Battle to stop leaks after oil rig fire

BP is preparing to drill relief wells to 'permanently secure' an oil well blasted open by an accident which has left 11 people presumed dead.


An explosion led to the sinking of the Deep Horizon oil rig last week and its wreckage is threatening to cause a major pollution incident off the American coast in the Gulf of Mexico.

Today (April 26) the oil firm is hoping to use the drilling rig Development Driller III to drill a second well to cut into the leaking well and pour in specialized heavy fluid to stop oil or gas leaking out.

“We are attacking this spill on two fronts – at the wellhead and on the surface offshore,” said BP group chief executive Tony Hayward, who has travelled to Texas and Louisiana this week to meet with response personnel.

“The team on the ground and those at sea have the group’s full resources behind them.”

As of Saturday (April 24) the oil spill response team had recovered more than 1,000 barrels of an oil-water mix of which the vast majority is water.

The material has been collected by skimming vessels and vessels towing containment boom.

Dispersants have also been applied to the spill.
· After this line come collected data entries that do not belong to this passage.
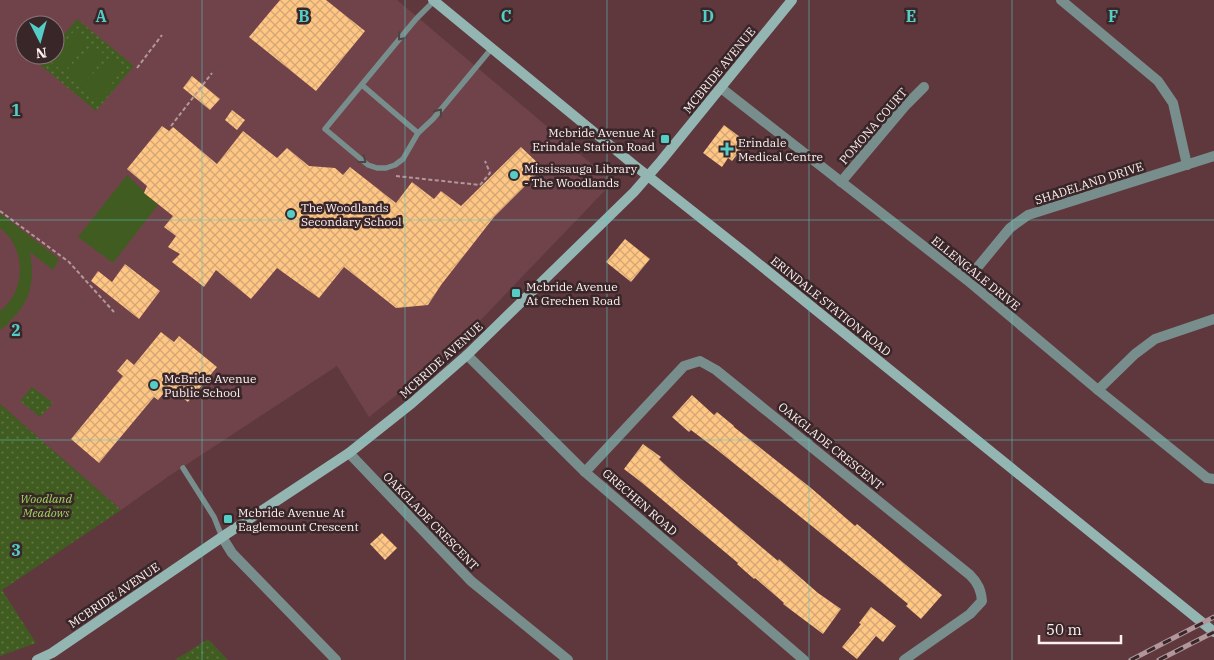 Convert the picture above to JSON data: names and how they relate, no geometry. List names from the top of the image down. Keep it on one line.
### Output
{"streets":{"street":["MCBRIDE AVENUE","POMONA COURT","SHADELAND DRIVE","ELLENGALE DRIVE","ERINDALE STATION ROAD","OAKGLADE CRESCENT","GRECHEN ROAD"]},"crossings":[["MCBRIDE AVENUE","ELLENGALE DRIVE"],["MCBRIDE AVENUE","ERINDALE STATION ROAD"],["MCBRIDE AVENUE","OAKGLADE CRESCENT"],["MCBRIDE AVENUE","GRECHEN ROAD"],["POMONA COURT","ELLENGALE DRIVE"],["SHADELAND DRIVE","ELLENGALE DRIVE"],["OAKGLADE CRESCENT","GRECHEN ROAD"]],"parks":["Woodland Meadows"],"places":{"transit":["Mcbride Avenue At Erindale Station Road","Mcbride Avenue At Grechen Road","Mcbride Avenue At Eaglemount Crescent"],"health":["Erindale Medical Centre"],"other":["Mississauga Library - The Woodlands","The Woodlands Secondary School","McBride Avenue Public School"]},"scale_bar":"50 m","north":"bottom","grid":{"columns":["A","B","C","D","E","F"],"rows":["1","2","3"]}} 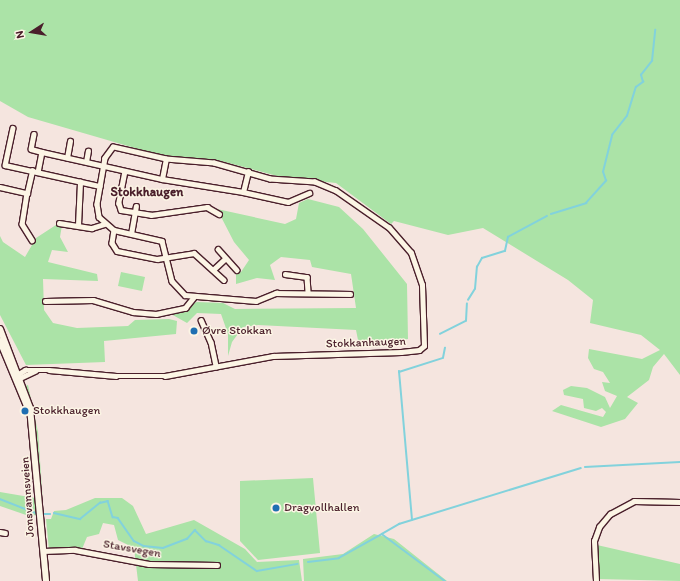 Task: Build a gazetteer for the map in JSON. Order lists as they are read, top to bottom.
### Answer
{
  "streets": {
    "main road": ["Jonsvannsveien"],
    "street": ["Stokkanhaugen", "Stavsvegen"]
  },
  "crossings": [
    ["Stokkanhaugen", "Jonsvannsveien"],
    ["Jonsvannsveien", "Stavsvegen"]
  ],
  "districts": ["Stokkhaugen"],
  "places": ["Øvre Stokkan", "Stokkhaugen", "Dragvollhallen"],
  "north": "left"
} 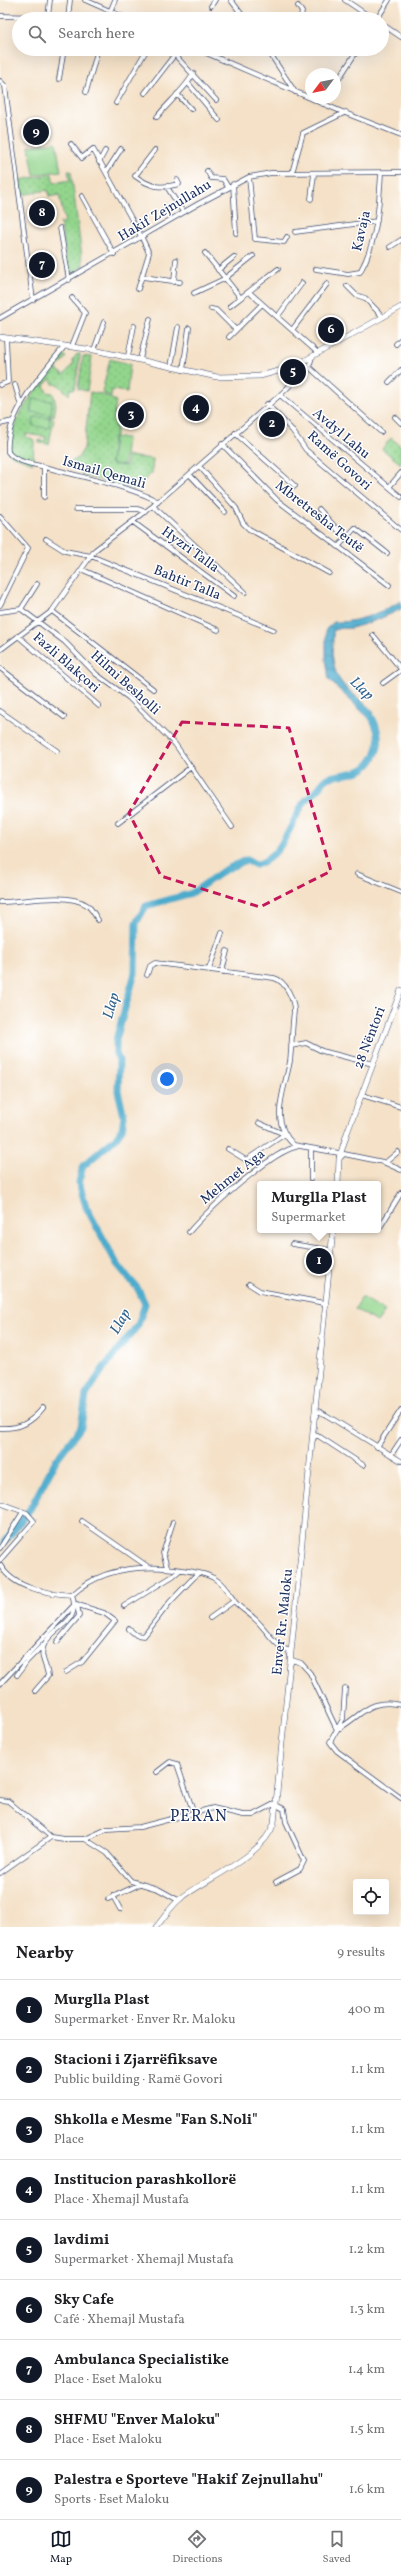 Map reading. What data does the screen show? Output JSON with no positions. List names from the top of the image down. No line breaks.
{"streets":{"main road":["28 Nëntori","Enver Rr. Maloku"],"street":["Hakif Zejnullahu","Kavaja","Avdyl Lahu","Ramë Govori","Ismail Qemali","Mbretresha Teutë","Hyzri Talla","Bahtir Talla","Fazli Blakçori","Hilmi Besholli","Mehmet Aga"]},"crossings":[["Hakif Zejnullahu","Kavaja"]],"districts":["PERAN"],"water":["Llap"],"north":"bottom left","page":{"search":"Search here","pins":["9","8","7","6","5","4","3","2","1"],"popup":["Murglla Plast","Supermarket"],"heading":["Nearby","9 results"],"list":[{"mark":"1","name":"Murglla Plast","note":"Supermarket · Enver Rr. Maloku","value":"400 m"},{"mark":"2","name":"Stacioni i Zjarrëfiksave","note":"Public building · Ramë Govori","value":"1.1 km"},{"mark":"3","name":"Shkolla e Mesme \"Fan S.Noli\"","note":"Place","value":"1.1 km"},{"mark":"4","name":"Institucion parashkollorë","note":"Place · Xhemajl Mustafa","value":"1.1 km"},{"mark":"5","name":"lavdimi","note":"Supermarket · Xhemajl Mustafa","value":"1.2 km"},{"mark":"6","name":"Sky Cafe","note":"Café · Xhemajl Mustafa","value":"1.3 km"},{"mark":"7","name":"Ambulanca Specialistike","note":"Place · Eset Maloku","value":"1.4 km"},{"mark":"8","name":"SHFMU \"Enver Maloku\"","note":"Place · Eset Maloku","value":"1.5 km"},{"mark":"9","name":"Palestra e Sporteve \"Hakif Zejnullahu\"","note":"Sports · Eset Maloku","value":"1.6 km"}],"nav":["Map","Directions","Saved"]}} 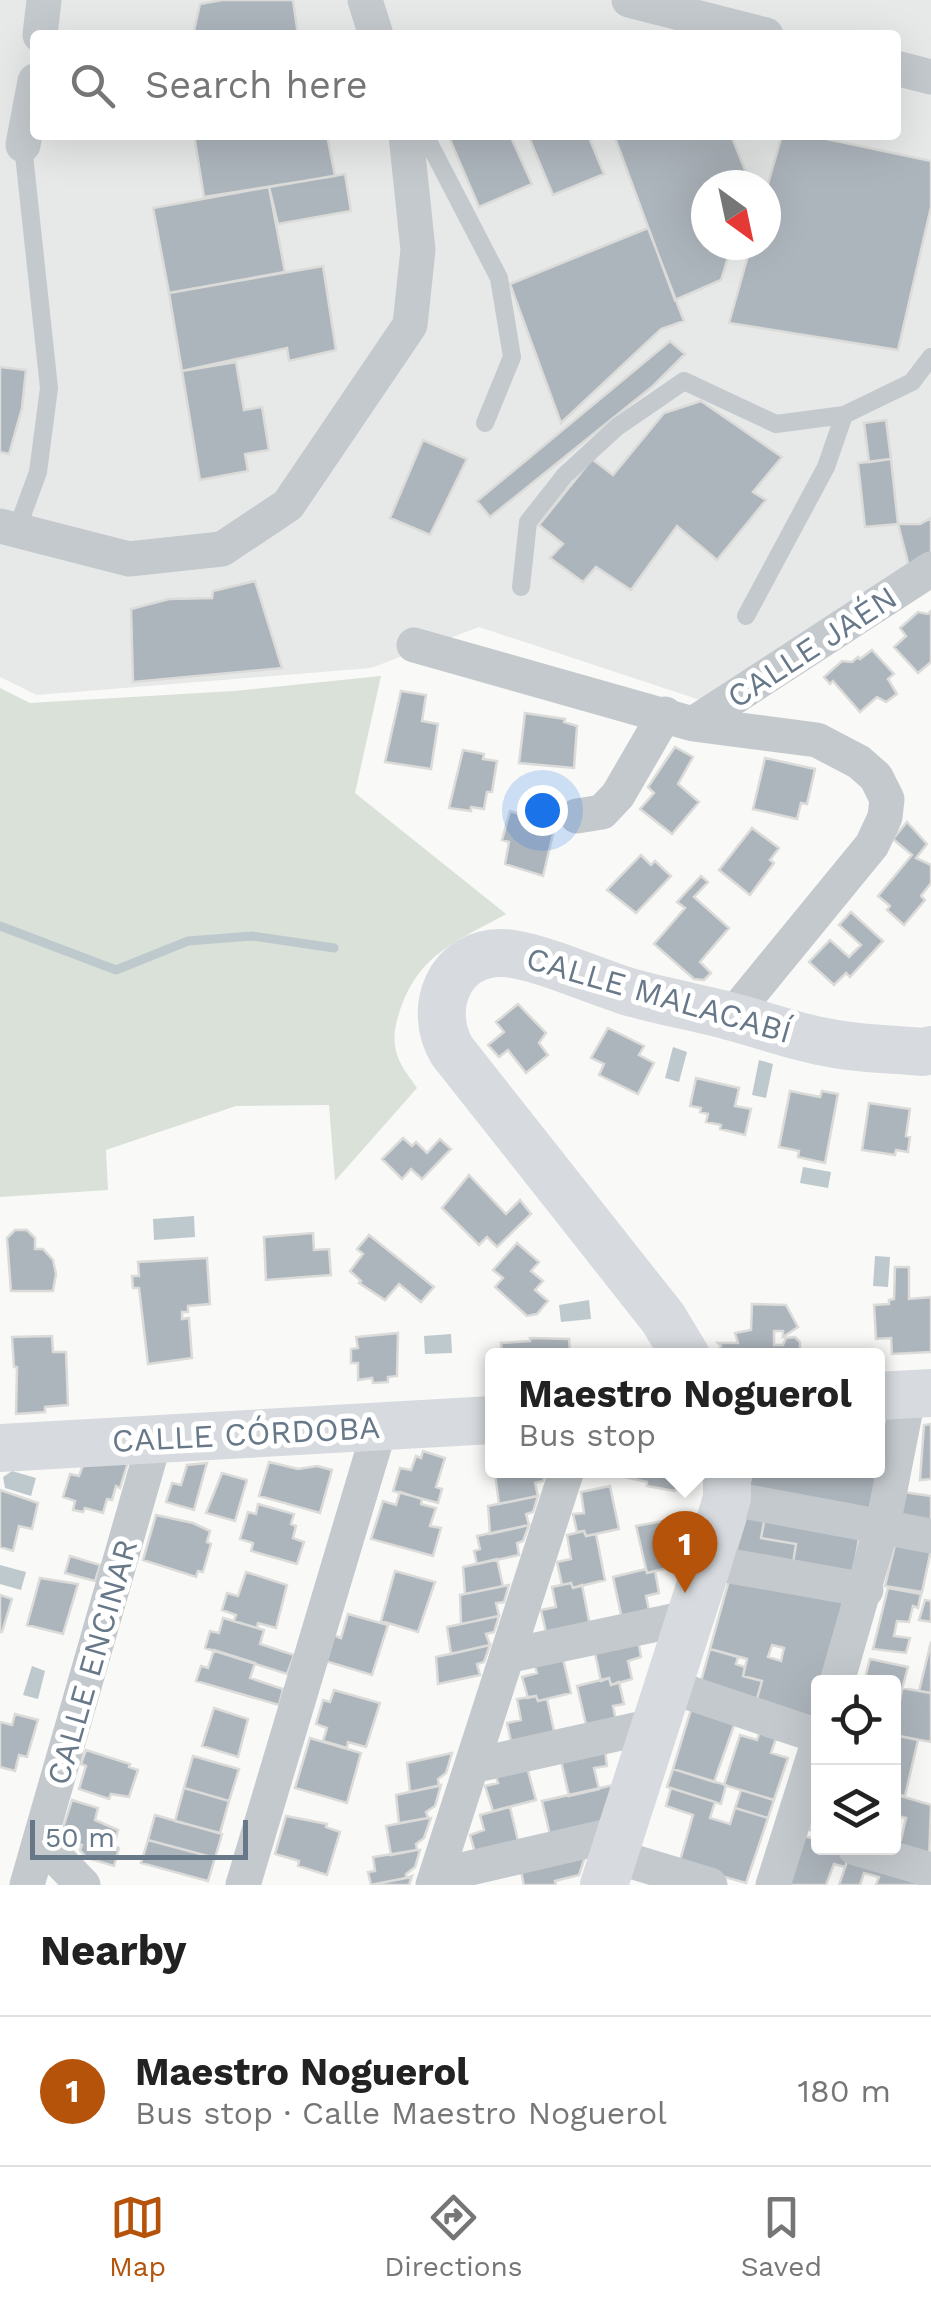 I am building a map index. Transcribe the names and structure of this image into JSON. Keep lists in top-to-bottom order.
{
  "streets": {
    "street": [
      "CALLE JAÉN",
      "CALLE MALACABÍ",
      "CALLE CÓRDOBA",
      "CALLE ENCINAR"
    ]
  },
  "crossings": [
    ["CALLE CÓRDOBA", "CALLE ENCINAR"]
  ],
  "scale_bar": "50 m",
  "north": "bottom right",
  "page": {
    "search": "Search here",
    "popup": ["Maestro Noguerol", "Bus stop"],
    "pins": "1",
    "scale": "50 m",
    "heading": "Nearby",
    "list": [
      {
        "mark": "1",
        "name": "Maestro Noguerol",
        "note": "Bus stop · Calle Maestro Noguerol",
        "value": "180 m"
      }
    ],
    "nav": ["Map", "Directions", "Saved"]
  }
}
Equipment available for the effort includes:

100,000 gallons of dispersant are ready to be deployed, which is a third of the world’s dispersant commodity; BP is in contact with manufacturers to procure additional supply as necessary.

32 spill response vessels (skimmers, tugs, barges, recovery vessels).

5 aircraft (helicopters and fixed wing including a large payload capacity C-130 (Hercules) for dispersant deployment).

The search for 11 missing workers from the oil rig was called off over the weekend, after the firm presumed they had been tragically killed in the accident.